Brilliantly synthesizing original psychological studies and stories from peoples across time and geography, Between Us skillfully argues that acknowledging differences in emotions allows us to find common ground, humanizing and humbling us all for the better.
PUBLISHERS WEEKLY
"Many of the answers about emotions are not to be found in our insides, but importantly, in our social contexts," contends Mesquita, a psychology professor at the University of Leuven, Belgium, in her dazzling debut. Arguing that "we primarily have emotions in order to adjust to changes in our relationship with the (social) world," the author uses social psychology and eye-opening case studies to examine the cultural, political, and economic factors that influence what people feel. Mesquita lays out two ways of thinking about emotions: MINE ("Mental, INside the person, and Essentialist") and OURS ("OUtside the person, Relational, and Situated").

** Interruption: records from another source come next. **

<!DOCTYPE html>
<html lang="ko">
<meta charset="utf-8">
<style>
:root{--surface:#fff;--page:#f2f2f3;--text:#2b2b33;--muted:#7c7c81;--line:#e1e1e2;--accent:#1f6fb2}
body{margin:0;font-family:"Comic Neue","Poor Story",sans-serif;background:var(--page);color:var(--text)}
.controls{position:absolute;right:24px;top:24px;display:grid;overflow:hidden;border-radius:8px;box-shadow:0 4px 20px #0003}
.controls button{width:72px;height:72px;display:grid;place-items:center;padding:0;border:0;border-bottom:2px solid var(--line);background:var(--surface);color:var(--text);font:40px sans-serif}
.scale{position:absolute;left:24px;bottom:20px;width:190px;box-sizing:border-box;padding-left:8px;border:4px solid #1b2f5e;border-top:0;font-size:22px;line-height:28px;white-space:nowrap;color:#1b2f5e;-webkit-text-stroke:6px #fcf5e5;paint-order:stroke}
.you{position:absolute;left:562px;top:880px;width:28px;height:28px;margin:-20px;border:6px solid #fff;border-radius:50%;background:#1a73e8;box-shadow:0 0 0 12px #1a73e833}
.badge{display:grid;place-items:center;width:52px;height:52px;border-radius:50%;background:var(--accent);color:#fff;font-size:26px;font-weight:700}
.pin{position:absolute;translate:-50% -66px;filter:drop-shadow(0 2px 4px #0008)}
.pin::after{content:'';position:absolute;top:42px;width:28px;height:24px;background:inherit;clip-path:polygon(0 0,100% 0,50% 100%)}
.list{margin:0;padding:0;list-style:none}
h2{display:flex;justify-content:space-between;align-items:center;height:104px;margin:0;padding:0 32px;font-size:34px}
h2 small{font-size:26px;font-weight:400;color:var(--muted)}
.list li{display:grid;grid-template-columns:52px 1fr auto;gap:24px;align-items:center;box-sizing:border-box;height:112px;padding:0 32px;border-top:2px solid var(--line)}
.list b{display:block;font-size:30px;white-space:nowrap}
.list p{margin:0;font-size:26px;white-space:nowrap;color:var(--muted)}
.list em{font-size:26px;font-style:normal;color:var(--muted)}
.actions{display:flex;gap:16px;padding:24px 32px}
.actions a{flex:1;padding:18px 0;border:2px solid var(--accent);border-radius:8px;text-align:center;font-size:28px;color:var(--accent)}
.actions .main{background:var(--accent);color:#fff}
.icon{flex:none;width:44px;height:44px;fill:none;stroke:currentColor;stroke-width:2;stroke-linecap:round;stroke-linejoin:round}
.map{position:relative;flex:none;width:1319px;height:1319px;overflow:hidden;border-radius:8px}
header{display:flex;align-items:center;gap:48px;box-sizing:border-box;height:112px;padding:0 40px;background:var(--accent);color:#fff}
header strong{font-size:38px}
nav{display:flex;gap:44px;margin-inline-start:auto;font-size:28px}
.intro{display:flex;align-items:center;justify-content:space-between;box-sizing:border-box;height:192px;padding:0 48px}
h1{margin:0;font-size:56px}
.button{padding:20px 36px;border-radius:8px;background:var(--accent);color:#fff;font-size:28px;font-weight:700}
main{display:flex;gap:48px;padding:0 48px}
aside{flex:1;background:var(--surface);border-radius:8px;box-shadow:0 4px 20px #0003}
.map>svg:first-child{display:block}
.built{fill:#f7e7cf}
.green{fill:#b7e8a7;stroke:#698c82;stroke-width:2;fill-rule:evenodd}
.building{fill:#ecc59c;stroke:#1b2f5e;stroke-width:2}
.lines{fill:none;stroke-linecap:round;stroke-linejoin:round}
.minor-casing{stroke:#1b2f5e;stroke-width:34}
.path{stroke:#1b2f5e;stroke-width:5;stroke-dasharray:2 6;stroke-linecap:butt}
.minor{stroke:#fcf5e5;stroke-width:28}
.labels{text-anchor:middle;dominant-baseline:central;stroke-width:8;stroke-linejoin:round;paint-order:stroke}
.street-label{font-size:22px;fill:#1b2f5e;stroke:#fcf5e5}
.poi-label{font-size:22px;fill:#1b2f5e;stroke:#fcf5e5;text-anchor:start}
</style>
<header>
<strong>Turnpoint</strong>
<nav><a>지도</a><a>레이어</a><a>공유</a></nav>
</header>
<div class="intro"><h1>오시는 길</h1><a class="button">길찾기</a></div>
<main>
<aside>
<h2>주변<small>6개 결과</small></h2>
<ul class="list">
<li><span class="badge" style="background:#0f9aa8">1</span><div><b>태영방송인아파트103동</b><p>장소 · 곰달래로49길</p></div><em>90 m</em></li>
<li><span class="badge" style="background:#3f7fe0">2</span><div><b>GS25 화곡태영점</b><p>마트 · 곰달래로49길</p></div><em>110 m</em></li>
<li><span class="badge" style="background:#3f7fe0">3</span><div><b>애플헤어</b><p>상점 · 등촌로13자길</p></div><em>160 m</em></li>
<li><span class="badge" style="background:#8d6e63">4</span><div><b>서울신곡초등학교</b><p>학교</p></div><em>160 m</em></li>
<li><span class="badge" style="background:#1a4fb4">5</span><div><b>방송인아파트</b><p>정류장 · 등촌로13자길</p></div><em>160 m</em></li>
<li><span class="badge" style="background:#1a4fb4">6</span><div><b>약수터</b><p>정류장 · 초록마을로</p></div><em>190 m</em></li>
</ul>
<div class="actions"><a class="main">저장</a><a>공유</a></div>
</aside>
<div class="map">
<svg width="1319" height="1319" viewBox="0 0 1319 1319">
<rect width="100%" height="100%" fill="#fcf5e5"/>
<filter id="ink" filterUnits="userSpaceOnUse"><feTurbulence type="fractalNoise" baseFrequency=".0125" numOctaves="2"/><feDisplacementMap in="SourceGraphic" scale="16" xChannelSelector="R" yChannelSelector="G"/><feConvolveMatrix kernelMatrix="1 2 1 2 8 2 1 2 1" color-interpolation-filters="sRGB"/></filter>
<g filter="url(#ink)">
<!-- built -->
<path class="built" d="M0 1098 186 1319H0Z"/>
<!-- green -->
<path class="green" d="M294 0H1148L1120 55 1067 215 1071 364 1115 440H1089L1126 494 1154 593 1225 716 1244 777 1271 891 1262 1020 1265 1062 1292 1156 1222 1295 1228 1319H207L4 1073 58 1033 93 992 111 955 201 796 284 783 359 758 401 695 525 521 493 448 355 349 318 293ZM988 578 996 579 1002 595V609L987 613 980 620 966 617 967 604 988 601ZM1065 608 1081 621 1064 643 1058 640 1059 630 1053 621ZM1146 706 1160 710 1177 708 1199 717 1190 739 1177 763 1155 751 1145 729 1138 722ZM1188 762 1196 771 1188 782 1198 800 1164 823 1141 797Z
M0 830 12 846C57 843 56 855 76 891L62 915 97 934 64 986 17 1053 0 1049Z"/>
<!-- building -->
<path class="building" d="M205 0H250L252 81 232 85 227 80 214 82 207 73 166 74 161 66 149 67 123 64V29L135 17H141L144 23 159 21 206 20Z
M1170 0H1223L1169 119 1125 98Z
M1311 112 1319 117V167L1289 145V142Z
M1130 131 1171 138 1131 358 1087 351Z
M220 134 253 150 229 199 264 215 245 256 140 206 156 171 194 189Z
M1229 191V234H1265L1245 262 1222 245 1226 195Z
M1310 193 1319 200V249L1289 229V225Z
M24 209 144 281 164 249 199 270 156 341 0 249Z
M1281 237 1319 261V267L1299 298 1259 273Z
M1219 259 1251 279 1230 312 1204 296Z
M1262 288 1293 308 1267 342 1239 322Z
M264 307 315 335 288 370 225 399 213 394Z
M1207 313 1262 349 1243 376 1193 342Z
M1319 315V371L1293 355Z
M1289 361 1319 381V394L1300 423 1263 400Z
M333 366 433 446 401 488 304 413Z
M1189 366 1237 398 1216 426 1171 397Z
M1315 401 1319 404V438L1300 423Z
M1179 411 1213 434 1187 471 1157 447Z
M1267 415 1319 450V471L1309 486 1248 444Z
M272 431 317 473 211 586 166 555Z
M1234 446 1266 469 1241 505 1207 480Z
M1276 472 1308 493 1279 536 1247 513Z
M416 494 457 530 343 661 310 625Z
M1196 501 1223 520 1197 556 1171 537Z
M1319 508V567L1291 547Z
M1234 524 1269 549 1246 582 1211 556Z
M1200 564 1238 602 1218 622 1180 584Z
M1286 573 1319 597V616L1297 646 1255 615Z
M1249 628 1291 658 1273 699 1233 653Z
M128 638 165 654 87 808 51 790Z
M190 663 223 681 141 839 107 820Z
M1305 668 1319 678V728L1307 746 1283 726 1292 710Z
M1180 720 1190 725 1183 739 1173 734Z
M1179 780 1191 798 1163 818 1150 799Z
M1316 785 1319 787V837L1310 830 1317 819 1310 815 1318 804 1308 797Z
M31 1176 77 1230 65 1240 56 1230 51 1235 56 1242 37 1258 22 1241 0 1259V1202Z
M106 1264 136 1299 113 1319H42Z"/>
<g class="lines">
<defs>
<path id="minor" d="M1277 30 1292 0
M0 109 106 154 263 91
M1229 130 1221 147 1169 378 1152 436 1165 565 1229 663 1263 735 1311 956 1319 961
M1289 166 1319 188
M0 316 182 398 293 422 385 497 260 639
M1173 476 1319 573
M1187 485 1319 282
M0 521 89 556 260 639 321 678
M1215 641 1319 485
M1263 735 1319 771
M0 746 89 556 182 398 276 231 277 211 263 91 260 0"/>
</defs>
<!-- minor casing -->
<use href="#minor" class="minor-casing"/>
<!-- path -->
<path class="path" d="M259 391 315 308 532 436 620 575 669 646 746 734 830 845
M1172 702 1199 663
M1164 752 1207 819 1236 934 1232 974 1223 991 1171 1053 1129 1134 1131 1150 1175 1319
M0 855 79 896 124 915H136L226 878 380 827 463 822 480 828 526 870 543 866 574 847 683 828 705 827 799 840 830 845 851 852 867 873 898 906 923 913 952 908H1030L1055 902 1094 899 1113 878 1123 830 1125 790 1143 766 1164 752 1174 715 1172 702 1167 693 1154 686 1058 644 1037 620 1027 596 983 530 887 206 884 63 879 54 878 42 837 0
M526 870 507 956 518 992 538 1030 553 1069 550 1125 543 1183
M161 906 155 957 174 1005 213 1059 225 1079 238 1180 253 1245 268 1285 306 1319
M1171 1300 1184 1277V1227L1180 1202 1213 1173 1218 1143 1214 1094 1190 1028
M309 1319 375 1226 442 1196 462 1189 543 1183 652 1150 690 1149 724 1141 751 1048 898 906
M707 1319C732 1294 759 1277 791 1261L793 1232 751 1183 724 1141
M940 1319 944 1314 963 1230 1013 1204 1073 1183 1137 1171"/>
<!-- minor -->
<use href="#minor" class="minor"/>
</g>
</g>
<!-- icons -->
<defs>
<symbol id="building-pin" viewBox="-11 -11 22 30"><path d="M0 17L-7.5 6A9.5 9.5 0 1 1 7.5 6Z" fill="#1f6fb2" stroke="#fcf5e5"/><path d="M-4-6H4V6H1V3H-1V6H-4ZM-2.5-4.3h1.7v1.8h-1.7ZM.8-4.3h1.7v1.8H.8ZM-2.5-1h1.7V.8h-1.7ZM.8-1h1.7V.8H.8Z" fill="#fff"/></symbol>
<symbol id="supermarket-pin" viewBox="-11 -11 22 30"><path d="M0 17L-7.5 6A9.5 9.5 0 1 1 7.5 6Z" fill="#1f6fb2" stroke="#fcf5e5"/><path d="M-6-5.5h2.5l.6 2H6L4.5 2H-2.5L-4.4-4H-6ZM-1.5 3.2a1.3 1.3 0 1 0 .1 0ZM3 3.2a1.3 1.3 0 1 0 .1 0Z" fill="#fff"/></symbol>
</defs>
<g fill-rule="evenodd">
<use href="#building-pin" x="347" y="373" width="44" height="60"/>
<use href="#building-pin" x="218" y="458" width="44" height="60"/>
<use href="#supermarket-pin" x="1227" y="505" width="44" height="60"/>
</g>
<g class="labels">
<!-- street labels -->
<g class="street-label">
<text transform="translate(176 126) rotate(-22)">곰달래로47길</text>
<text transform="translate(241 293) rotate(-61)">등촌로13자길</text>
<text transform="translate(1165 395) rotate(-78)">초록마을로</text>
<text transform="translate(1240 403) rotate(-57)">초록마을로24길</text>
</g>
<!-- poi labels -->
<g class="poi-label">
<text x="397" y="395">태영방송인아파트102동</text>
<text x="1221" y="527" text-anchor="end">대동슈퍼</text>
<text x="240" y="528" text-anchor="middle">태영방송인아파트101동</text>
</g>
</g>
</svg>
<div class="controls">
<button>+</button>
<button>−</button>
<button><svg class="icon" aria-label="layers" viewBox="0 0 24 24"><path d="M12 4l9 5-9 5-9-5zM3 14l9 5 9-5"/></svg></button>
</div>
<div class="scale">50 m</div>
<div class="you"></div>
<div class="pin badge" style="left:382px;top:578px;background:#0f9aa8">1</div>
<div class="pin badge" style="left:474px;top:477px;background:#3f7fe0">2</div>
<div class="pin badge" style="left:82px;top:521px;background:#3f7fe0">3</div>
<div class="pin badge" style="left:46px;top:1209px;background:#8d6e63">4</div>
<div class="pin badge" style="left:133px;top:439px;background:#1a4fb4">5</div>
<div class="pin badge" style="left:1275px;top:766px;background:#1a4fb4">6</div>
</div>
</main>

She suggests that Western cultures tend to take the MINE approach while OURS predominates everywhere else, and she cites a study that found Japanese Olympic athletes emphasized the relational aspect of emotions more than their American counterparts in interviews. Exploring how parents instruct children in emotional norms, Mesquita describes how Minangkabau people in West Sumatra shame kids when they break a norm and how Bara people in Madagascar teach the young to fear displeasing ancestral spirits so that the children comply with authority. The bounty of case studies captivates and makes a strong argument that social conditions have the power to dictate how one expresses and experiences emotions. The result is a bracing and bold appraisal of how feelings develop.